There are two tetO sites on the Tet promoter and both can bind to tetR protein randomly and inhibit the promoter’s expression independently. To make the condition simple, we consider the two tetO sites into one as we just want to explain the relationship between the promoter inhibition and the tetR protein expression.

In our project, the ATc concentration in our incubation environment is uniform, and the diffusion rate of anhydrotetracycline can be ignored3. In spite of this, the degradation rate of ATc under 37℃ must be taken into account as reported4.

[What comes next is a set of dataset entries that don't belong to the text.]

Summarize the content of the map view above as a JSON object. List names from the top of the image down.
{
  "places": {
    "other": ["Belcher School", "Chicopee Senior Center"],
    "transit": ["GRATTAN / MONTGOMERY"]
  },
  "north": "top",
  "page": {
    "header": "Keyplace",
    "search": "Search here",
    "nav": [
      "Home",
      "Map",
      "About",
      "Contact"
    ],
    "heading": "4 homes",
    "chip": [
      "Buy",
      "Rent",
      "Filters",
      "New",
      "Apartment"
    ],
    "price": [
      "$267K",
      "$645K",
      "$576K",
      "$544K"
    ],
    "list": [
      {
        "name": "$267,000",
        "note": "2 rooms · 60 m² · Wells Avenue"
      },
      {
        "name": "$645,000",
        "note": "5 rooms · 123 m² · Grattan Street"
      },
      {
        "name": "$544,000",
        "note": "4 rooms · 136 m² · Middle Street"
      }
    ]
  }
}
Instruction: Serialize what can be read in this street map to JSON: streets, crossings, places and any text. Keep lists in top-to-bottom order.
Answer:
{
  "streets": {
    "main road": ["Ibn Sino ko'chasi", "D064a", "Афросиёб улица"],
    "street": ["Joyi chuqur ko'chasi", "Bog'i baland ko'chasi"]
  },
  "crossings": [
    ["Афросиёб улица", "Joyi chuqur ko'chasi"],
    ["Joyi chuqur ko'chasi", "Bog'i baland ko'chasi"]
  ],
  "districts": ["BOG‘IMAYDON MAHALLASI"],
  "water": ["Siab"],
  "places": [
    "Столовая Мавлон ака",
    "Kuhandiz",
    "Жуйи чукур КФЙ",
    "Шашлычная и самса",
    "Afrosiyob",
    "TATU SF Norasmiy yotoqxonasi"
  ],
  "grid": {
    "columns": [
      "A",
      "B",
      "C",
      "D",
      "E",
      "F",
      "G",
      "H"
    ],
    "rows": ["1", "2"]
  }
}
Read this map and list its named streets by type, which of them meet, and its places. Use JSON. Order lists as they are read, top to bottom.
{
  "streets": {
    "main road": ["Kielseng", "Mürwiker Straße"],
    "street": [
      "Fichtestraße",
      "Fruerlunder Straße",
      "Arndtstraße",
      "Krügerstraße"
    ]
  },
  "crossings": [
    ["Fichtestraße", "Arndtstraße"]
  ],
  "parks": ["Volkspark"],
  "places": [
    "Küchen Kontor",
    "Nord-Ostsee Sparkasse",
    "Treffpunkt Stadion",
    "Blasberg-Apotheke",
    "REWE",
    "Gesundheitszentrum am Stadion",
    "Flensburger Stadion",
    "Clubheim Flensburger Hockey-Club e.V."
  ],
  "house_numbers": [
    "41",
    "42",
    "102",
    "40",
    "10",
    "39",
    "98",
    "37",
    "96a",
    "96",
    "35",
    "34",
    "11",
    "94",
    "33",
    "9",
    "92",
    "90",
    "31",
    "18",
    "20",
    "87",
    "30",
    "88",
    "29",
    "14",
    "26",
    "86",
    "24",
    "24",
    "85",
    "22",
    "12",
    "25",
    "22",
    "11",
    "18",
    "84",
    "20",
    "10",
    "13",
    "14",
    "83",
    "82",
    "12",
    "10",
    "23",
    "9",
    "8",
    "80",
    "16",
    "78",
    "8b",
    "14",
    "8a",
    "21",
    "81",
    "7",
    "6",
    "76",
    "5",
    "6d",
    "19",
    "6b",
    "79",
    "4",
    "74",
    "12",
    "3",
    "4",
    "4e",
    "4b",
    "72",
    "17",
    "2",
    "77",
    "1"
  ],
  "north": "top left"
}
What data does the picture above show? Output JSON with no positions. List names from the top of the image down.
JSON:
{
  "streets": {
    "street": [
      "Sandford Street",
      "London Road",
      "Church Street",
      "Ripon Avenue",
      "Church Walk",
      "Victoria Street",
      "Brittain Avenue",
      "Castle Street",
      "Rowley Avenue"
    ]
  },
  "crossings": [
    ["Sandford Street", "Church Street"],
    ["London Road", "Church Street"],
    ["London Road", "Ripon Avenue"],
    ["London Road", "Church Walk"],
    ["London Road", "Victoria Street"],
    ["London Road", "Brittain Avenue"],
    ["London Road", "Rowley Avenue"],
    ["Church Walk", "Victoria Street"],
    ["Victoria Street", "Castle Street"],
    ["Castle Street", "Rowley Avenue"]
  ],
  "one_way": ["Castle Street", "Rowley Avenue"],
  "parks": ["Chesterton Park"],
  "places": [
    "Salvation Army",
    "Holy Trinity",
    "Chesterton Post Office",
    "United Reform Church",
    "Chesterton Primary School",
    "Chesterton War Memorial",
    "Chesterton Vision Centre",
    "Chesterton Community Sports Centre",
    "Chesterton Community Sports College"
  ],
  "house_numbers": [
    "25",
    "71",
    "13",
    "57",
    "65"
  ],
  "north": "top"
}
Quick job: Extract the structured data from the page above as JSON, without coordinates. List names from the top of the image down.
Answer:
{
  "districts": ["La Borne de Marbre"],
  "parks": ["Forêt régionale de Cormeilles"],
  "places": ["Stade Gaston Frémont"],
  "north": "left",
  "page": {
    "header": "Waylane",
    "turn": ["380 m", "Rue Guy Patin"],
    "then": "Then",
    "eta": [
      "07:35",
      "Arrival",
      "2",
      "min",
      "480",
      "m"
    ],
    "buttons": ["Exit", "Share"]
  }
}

Based on these facts, we give the following hypotheses:

1. Regard two tetO operons as one equivalently.
2. Ignore the diffusion of ATc.
3. The reaction time between ATc and tetR, tetR and DNA is much shorter than transcription and translation.

Description and Equation
Reactions implicated:

$$tetR + [tetR - ATc_2] = tetR_{total}$$

$$tetR + 2 \times ATc = [tetR - ATc_2]$$

$$P_{tet} + [tetR_2 - P_{tet}] = [P_{tet}]_{total}$$

$$2 \times tetR + P_{tet} = [tetR_2 - P_{tet}]$$

$$$$

Equations5:

Based on Hill function, we can determine the amount of activated tetR, tetRact:

$$ tetR_{act} + n \times S_x(t) \rightarrow [tetR - S_x(t)_n] $$

$$ K_X = \dfrac {tetR_{act} \times S_x^n (t)} {[tetR - S_x(t)_n]} $$

$$ tetR = tetR_{act} + [tetR - S_x(t)_n] $$

$$ tetR_{act} = \dfrac {tetR} {1 + \dfrac {S_x^n (t)} {K_{X}}} $$

Based on Hill function, we can determine the amount of activated promoter, with which we can calculate the total transcription speed of all promoters per cell:

$$ P_{tet\_act} + n\cdot tetR_{act} \rightarrow [P_{tet} - (tetR_{act})_n] $$

$$ P_{tet\_copy} = P_{tet\_act} + [P_{tet} - (tetR_{act})_n] $$

$$ K_d = \dfrac {P_{tet\_copy} \times tetR^n_{act} } {[P_{tet} - (tetR_{act})_n]} $$

$$ A_{mRNA} = P_{tet\_act} \times beta $$

$$ A_{mRNA} = \dfrac {P_{tet\_copy} \times beta } { 1 + \dfrac {tetR^n_{act}} {K_{d}}} $$

Kinetic equations of transcription and translation:

$$ \dfrac {dmRNA} {dt} = A_{mRNA} - K_{deg\_mRNA} \times mRNA $$

$$ \dfrac {dtetR} {dt} = K_{trans\_tetR} \times mRNA - K_{deg\_tetR} \times tetR $$

$$ \dfrac {dGSDMD} {dt} = K_{trans\_GSDMD} \times - K_{deg\_GSDMD} \times GSDMD $$

Degradation function of ATc by time3:

$$ \dfrac {dS_x(t)} {d_t} = -K_{deg\_ATc} \times S_x(t) $$

$$ \ln(S_x(t)) = \ln(S_x(0)) - K_{deg\_ATc} \times t $$

Growth curve of bacteria based on logistics model from P. F. Verhulst:

$$ N(t) = \dfrac {K_{max}} {1 + C \cdot e^{-rt}} $$

Total GSDMD expressed in bacteria community:

$$ GSDMD_{total-amount} = N(t) \cdot GSDMD\cdot{CFU}\cdot{diluted-ratio}\cdot{V_{Bacteria volume}}$$

The symbols in the equations:

\(S_x(t)\): concentration of ATc, as a function of time.
\(tetR_{act}\): concentration of activated tetR.
\(tetR \): concentration of total tetR.
\(GSDMD \): concentration of GSDMD.
\(A_{mRNA} \): transcription rate constant of the promoter.
\(P_{tet\_copy} \): plasmid copy number.
\(K_X \): disassociation rate constant of tetR and ATc.
\(K_d \): disassociation rate constant of tetR and DNA.
\(beta \): original (unrepressed) transcription rate constant of the promoter.
\(K_{deg\_mRNA} \): degradation rate constant of mRNA.
\(K_{deg\_tetR} \): degradation rate constant of tetR.
\(K_{trans\_tetR} \): translation rate constant of tetR.
\(mRNA \): concentration of mRNA.
\(K_{deg\_GSDMD} \): degradation rate constant of GSDMD.
\(K_{trans\_GSDMD} \): transcription rate constant of GSDMD.
\(K_{deg\_ATc} \): degradation rate constant of ATc.
\(n \): Hill coefficient.
\(N(t) \): initial OD600 value of the bacteria.
\(r \): growth rate of the bacteria.
\(K_{max} \): maximum OD of the bacteria in cultivation.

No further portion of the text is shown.